Hey Dude, Who Moved My Gumnuts? (excerpt) Plant seeds are the - TopicsExpress



          

Hey Dude, Who Moved My Gumnuts? (excerpt) Plant seeds are the most fascinating, wonderful things. They are nature’s way of making sure the next generation of plants can grow. They come in all shapes and sizes and plants have many different ways of spreading their seeds about. From the tiniest little alpine plant that barely peeks through the melting snow of the arctic or the Swiss Alps to mighty trees in the forest, some of which are thousands of years old, seeds are the key to their survival and their promise of future life. Plants create seeds in a variety of shapes, sizes and types and some are more vigorous than others are, in getting their seeds out into the world.

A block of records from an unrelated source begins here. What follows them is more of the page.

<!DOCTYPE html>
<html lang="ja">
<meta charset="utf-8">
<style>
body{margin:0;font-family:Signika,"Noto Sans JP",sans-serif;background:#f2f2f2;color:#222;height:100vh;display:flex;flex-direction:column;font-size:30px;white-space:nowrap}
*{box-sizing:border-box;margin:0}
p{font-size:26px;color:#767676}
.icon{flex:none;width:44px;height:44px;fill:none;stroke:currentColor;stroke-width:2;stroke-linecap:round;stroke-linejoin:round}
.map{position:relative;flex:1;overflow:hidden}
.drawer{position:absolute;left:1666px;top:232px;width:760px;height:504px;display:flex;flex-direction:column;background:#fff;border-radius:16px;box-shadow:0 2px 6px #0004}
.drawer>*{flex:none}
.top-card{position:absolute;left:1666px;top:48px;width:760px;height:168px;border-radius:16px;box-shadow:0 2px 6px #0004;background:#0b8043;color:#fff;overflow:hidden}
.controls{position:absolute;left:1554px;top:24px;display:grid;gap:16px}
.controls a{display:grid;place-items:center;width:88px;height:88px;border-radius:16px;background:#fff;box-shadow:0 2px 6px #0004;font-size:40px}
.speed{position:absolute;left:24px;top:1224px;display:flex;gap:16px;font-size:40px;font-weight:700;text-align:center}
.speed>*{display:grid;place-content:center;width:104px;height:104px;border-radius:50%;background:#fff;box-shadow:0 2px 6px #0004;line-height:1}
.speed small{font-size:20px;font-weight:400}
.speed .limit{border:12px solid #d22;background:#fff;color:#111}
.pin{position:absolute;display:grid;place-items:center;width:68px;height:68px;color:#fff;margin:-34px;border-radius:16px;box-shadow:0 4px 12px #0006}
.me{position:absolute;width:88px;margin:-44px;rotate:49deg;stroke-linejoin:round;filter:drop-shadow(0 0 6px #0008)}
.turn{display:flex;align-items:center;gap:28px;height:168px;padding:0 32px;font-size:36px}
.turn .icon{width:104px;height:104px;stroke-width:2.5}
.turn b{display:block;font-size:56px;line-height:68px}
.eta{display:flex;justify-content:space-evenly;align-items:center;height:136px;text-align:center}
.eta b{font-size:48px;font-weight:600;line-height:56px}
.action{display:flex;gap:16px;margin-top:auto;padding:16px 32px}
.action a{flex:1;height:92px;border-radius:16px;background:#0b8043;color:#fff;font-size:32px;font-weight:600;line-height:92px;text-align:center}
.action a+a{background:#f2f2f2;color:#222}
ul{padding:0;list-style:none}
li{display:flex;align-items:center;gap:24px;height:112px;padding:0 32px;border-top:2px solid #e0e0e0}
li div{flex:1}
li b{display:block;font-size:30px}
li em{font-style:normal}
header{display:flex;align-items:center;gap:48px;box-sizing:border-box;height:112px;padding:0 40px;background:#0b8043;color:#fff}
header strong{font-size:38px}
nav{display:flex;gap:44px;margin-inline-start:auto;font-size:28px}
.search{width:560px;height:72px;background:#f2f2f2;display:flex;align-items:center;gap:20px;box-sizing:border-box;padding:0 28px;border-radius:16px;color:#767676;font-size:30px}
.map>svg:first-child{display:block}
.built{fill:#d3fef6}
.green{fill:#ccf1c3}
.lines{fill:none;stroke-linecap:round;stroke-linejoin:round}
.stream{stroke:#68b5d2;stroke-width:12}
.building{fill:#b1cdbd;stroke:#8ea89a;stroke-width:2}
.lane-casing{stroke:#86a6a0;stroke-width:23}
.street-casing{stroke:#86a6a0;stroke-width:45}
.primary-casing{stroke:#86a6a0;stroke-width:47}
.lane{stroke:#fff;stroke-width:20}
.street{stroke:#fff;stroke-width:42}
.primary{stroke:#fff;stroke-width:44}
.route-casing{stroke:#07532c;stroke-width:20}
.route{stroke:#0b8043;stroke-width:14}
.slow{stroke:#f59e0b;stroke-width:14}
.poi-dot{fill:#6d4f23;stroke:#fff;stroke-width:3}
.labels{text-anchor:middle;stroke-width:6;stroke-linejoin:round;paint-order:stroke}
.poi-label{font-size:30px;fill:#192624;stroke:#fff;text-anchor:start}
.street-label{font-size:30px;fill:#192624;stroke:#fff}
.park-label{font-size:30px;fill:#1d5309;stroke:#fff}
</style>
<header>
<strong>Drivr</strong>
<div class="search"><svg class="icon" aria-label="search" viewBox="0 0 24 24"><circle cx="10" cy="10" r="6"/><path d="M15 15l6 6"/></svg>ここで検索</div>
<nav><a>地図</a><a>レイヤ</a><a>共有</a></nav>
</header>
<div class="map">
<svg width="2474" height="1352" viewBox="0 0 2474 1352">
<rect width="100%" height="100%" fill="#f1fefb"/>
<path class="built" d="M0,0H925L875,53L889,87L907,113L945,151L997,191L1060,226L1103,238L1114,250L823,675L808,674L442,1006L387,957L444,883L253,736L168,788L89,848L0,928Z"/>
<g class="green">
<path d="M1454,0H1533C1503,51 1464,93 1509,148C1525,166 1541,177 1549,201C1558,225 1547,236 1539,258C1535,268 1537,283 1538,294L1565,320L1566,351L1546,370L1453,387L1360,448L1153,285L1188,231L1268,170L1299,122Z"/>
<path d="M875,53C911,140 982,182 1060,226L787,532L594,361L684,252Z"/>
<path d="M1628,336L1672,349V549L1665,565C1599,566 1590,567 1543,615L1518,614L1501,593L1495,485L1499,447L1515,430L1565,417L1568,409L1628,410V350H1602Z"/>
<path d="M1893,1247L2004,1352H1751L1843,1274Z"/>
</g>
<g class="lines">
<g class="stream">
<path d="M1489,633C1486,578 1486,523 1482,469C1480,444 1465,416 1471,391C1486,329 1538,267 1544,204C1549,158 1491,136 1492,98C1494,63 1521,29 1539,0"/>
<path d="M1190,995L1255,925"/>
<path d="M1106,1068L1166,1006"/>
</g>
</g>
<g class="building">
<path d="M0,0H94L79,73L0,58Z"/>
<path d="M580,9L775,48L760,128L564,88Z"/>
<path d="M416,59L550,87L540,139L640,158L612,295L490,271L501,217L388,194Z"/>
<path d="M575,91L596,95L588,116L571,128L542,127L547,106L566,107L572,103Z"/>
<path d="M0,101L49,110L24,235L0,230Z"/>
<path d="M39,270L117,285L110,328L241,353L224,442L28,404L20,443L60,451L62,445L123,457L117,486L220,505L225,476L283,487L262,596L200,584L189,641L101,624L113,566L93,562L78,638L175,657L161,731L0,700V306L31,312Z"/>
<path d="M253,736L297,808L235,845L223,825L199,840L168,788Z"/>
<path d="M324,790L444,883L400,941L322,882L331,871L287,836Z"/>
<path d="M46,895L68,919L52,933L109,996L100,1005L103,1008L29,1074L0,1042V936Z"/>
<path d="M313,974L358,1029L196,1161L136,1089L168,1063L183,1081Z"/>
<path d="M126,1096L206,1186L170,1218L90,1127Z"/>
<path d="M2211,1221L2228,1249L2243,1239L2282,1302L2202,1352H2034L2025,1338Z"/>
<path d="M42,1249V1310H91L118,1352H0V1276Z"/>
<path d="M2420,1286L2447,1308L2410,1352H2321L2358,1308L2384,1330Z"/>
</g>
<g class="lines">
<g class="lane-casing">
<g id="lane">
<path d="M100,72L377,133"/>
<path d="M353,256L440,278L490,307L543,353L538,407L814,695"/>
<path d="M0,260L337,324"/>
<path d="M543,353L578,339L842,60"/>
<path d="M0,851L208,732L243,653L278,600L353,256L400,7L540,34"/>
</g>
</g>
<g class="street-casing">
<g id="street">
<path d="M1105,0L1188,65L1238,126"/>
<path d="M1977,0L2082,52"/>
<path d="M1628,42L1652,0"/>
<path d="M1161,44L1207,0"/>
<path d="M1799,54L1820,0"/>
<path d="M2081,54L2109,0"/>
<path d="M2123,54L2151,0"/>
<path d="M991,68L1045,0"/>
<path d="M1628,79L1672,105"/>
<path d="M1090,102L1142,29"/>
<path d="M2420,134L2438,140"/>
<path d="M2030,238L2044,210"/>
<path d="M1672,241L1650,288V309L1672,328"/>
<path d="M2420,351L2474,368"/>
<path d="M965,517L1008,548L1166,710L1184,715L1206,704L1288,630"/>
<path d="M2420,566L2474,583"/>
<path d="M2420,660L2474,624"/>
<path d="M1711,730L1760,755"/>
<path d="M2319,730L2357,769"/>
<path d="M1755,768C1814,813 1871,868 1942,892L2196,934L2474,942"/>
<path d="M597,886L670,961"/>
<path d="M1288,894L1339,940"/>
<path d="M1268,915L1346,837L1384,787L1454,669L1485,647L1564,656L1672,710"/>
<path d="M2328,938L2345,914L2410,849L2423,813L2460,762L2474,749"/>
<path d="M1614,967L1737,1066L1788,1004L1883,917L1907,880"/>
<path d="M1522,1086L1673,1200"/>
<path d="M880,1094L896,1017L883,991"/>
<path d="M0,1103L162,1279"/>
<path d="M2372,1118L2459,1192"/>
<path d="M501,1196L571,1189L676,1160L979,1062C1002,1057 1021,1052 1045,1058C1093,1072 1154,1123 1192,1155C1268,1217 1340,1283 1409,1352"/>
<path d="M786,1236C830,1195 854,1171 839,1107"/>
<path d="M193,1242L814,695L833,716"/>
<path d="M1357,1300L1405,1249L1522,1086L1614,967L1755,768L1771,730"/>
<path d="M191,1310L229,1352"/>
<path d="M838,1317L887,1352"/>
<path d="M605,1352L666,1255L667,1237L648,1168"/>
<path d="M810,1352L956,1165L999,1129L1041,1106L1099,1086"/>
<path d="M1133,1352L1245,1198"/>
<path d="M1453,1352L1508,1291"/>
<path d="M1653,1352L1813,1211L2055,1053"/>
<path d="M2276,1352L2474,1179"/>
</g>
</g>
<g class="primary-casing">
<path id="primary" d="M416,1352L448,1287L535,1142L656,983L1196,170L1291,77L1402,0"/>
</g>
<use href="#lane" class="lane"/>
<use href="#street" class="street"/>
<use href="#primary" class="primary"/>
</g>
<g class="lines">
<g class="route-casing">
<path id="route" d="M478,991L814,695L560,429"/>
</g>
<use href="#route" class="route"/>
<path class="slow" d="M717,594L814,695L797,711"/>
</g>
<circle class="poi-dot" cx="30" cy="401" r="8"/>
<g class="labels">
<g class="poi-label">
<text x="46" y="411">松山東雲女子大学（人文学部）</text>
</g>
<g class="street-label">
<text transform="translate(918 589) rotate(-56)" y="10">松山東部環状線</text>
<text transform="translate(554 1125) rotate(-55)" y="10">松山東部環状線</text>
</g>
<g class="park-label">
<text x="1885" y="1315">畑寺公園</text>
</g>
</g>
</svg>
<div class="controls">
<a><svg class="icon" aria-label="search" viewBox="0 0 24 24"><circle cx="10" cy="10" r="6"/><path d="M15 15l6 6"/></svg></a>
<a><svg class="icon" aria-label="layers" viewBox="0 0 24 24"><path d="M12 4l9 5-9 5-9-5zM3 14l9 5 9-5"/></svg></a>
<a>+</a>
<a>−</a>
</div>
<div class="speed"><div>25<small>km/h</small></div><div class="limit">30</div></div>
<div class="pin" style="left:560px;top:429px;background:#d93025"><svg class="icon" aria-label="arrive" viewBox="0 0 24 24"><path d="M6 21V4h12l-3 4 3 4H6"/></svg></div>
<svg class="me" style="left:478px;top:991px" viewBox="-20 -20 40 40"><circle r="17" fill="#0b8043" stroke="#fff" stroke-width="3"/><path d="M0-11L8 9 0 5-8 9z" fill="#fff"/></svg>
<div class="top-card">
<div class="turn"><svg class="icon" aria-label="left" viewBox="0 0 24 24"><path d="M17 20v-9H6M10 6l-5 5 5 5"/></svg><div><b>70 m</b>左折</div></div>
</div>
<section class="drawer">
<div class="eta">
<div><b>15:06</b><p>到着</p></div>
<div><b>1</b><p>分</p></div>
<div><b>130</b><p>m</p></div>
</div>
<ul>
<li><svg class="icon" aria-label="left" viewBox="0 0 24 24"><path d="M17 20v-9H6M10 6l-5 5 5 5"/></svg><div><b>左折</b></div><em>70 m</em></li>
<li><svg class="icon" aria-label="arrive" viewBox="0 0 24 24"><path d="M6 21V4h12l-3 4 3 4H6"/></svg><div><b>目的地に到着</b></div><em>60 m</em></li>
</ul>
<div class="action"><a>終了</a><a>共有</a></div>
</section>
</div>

For instance, the “double gee”, that horror of punctured bike tyres, thongs, car tyres and bare feet, makes its seed almost as soon as it has started growing and only the first two leaves can be seen. It will flower, go to seed and produce its three pronged fruit within a month of beginning to grow. Emex australi is also called spiny emex, three-cornered jack, cat-head, prickly jack, giant bull head, Tanner’s curse, bindii, or Cape spinach. It was brought to Australia from South Africa by early settlers to be used as a vegetable, hence its name Cape spinach. It soon went wild, is very hard to control and now infests millions of acres of paddocks in Australia and America. It is interesting that know what attaches itself to the sole of your shoe or sticks into your foot is not a seed – but the fruit. Its seeds, inside their little three-pronged capsule will remain viable for up to fifteen years, so getting rid of them in paddocks and pasture is a long-term job. From the fleshy fruits we love to eat, like oranges and cherries with the seeds completely inside, to those with their hard, seed bearing cases (like Banksia) that we scarcely regard as “fruit”, plants protect their precious seeds with different sorts of coverings.